Commonly, alpine lakes are formed from current or previous glacial activity (called glacial lakes) but could also be formed from other geological processes such as damming of water due to volcanic lava flows or debris,[6][7] volcanic crater collapse,[8] or landslides.[9] Glacial lakes form when a glacier scours and depresses the bedrock as it moves downhill, and when the glacier retreats, the depressions are filled with glacier meltwater and run-off. These lakes are usually quite deep for this reason and some lakes that are several hundred meters deep may be caused by a process called overdeepening. In mountain valleys where glacier movement has formed circular depressions, cirque lakes (or tarns) may form when the water becomes dammed. When damming occurs due to debris from the glacier movement, these lakes are called moraine lakes. These dams of debris can be very resilient or may burst, causing extreme flooding which poses significant hazards to communities in the alpine, especially in the Himalayas.[1] Kettle lakes also form from glacier recession but are formed when a section of ice breaks off from the receding glacier, causes a depression, and then melts. Some alpine lakes reside in depressions formed from glaciers that existed during the last Ice Age yet are no longer proximate to any glaciers and are being sourced from snow, rain, or groundwater.[citation needed]

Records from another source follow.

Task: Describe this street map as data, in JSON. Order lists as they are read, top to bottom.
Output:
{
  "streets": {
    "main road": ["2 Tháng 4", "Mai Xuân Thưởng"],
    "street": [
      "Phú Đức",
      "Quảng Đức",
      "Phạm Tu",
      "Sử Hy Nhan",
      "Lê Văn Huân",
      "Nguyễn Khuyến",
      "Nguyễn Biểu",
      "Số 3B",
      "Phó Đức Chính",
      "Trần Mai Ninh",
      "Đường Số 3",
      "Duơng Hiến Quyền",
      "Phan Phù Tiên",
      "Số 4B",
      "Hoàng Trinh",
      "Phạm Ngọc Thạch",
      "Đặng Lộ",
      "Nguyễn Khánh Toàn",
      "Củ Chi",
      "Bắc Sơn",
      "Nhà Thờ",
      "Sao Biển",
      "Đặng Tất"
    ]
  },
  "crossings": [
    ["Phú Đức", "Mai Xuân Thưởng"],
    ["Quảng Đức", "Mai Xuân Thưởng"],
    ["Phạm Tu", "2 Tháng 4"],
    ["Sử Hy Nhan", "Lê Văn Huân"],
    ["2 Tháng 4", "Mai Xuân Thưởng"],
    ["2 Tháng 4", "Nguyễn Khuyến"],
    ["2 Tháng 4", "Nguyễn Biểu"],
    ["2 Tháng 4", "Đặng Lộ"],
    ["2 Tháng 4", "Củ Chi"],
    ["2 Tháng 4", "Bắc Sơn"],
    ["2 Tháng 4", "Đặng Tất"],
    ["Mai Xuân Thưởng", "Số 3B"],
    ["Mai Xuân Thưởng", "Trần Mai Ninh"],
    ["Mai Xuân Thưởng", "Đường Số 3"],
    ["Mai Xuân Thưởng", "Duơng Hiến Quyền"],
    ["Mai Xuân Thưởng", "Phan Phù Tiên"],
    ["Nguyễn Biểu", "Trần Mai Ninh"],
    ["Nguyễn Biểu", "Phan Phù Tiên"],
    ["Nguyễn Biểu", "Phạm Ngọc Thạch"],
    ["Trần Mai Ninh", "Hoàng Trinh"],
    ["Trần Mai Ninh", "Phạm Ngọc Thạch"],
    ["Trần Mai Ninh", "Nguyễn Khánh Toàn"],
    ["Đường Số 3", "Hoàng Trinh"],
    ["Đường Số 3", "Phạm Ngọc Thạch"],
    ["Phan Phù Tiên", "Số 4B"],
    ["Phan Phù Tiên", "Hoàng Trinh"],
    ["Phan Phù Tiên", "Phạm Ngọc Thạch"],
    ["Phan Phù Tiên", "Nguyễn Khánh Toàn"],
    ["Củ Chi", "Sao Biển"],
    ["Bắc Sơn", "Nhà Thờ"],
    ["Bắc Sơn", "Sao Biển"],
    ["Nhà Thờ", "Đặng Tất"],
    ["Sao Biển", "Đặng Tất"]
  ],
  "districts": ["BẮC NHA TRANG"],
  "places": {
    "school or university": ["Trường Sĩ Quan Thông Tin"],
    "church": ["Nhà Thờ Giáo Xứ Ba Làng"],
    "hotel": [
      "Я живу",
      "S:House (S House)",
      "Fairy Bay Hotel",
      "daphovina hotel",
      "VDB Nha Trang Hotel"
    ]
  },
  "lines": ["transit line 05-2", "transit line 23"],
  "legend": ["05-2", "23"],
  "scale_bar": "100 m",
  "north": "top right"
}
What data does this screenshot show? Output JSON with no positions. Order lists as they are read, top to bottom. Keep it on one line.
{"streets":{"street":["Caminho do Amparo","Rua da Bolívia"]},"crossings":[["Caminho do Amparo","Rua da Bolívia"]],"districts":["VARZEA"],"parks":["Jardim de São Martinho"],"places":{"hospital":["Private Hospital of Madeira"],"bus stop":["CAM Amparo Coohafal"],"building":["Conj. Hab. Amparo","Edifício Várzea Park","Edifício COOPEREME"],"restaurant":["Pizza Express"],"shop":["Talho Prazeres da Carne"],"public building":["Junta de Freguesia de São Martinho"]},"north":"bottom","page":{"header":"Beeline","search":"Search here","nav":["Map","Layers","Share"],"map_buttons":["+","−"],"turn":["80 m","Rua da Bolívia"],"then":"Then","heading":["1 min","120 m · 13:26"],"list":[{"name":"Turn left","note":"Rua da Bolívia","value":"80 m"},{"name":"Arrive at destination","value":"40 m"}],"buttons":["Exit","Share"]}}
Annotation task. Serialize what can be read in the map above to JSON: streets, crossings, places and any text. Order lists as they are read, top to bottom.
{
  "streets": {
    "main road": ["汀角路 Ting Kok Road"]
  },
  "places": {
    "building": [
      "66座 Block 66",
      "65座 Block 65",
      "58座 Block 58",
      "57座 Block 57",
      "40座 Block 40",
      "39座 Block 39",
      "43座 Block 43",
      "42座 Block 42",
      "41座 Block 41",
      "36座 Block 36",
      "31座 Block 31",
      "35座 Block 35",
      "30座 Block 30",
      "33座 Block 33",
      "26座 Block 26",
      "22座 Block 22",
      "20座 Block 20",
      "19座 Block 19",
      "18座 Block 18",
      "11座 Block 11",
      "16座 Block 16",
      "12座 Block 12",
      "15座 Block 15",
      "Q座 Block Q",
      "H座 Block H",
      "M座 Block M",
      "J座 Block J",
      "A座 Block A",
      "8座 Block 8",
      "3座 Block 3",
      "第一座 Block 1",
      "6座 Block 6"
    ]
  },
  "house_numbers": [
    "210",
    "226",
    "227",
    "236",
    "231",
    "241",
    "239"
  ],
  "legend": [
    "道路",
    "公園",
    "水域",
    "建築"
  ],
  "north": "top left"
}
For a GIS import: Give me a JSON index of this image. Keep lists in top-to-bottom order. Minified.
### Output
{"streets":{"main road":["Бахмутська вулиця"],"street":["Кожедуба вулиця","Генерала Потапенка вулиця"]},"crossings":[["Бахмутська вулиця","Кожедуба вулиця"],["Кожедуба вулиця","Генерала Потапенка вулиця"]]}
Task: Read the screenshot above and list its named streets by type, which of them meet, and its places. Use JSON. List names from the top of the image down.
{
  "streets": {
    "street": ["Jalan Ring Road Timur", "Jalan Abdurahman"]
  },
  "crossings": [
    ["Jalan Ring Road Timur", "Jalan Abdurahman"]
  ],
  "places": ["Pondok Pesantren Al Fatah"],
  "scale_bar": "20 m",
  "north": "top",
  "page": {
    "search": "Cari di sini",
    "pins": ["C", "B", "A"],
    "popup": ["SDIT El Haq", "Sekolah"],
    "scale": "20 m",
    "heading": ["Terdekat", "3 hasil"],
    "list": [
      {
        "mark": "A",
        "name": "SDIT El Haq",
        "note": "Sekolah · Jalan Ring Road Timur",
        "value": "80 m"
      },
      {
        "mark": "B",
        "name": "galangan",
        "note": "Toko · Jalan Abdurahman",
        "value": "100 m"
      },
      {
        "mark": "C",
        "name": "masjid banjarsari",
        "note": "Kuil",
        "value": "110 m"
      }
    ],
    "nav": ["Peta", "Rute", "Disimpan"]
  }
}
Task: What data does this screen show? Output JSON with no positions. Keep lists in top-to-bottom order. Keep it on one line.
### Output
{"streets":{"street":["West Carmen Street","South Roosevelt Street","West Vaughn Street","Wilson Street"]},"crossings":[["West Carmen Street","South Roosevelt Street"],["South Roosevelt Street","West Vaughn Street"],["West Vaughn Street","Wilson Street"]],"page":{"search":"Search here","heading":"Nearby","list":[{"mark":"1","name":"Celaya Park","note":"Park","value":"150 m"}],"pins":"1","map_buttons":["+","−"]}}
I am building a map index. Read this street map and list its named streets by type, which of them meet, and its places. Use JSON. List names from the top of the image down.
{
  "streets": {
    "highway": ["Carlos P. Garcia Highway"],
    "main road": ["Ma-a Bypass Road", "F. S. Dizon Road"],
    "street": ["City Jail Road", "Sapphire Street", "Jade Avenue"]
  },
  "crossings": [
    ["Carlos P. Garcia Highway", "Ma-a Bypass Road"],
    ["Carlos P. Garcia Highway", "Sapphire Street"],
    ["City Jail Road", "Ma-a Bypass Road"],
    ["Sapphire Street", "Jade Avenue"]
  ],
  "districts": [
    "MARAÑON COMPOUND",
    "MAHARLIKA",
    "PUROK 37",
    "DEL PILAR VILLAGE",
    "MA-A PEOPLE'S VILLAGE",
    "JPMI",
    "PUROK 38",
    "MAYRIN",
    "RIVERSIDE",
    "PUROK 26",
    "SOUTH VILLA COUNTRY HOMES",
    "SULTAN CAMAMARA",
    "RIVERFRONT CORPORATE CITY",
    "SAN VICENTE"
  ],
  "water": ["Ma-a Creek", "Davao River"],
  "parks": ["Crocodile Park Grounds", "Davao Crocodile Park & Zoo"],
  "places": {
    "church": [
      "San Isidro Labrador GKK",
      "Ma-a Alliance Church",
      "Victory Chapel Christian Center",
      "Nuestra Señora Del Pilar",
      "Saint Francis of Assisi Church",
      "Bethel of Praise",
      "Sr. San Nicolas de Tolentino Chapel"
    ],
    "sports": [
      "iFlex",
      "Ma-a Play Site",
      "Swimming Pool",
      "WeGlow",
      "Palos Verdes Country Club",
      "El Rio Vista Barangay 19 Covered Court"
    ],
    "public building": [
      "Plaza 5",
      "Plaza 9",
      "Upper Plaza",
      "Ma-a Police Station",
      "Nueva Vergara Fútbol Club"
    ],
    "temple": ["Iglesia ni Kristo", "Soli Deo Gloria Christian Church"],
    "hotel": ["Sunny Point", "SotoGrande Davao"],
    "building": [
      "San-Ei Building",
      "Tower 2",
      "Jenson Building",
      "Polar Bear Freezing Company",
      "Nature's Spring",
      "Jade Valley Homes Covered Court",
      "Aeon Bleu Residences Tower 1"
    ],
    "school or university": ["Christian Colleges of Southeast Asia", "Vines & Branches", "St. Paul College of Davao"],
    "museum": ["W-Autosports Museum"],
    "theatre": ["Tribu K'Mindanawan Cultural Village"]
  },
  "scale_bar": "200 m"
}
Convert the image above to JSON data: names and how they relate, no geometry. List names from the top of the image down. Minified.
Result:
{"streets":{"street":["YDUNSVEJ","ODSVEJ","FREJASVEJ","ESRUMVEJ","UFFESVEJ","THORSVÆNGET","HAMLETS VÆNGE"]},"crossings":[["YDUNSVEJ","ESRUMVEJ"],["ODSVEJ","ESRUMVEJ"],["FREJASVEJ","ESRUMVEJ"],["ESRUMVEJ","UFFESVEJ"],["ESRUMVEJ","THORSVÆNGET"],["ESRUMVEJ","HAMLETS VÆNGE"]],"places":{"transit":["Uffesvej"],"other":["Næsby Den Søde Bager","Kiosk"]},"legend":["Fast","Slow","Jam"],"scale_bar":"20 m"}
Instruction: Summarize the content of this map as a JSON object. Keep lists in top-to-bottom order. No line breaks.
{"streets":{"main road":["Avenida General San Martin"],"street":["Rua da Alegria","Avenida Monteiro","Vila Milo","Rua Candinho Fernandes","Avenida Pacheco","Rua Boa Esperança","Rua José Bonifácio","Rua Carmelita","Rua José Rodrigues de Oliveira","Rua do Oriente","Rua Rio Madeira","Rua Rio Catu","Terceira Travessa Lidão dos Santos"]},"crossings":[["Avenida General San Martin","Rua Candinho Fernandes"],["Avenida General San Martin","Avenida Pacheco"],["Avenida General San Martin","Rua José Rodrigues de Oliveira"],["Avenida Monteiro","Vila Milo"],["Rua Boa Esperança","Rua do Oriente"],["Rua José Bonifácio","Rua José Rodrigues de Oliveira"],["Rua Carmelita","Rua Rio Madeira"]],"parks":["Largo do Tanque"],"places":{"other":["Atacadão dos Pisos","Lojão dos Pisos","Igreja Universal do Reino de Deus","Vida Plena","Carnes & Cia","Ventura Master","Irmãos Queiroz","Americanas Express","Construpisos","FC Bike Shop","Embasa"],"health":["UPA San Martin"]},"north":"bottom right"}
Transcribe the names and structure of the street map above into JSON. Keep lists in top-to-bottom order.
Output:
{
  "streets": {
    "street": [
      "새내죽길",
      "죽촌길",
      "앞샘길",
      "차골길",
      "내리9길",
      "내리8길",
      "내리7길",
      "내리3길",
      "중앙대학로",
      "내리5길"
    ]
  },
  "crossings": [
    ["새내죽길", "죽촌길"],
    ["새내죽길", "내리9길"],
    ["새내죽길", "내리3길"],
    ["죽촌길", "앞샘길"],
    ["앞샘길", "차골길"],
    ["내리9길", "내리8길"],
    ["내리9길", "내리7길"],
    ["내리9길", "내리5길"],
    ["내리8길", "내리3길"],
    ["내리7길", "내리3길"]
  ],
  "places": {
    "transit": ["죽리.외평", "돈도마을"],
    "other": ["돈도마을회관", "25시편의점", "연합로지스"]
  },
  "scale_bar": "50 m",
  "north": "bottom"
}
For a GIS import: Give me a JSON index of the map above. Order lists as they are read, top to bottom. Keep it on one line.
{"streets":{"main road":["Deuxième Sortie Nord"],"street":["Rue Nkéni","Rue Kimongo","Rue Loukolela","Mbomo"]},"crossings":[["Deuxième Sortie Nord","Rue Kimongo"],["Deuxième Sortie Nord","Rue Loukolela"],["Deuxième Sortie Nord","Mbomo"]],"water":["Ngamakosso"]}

Glacial alpine lakes have dramatically increased in number in recent years. From 1990 to 2018, the number of glacial lakes increased by 53% and the total glacial lake area increased by 51% due to global warming.[10] Alpine lakes adjacent to glaciers may also result in a positive feedback due to decreased albedo of water relative to ice, creating larger lakes and causing more glacial melt.[10]
Glacial alpine lakes differ from other glacier-formed lakes in that they occur at higher altitudes and mountainous terrain usually at or above timberline. For example, the Great Lakes of the U.S. and Canada are formed by the retreat of the Laurentide Ice Sheet during the last Ice Age which scoured the flat rock surface but are not in the alpine.[11] Conversely, Lake Louise located in the Rocky Mountains was formed from glacial debris damming meltwater (i.e., a moraine lake) from the Victoria Glacier.[citation needed]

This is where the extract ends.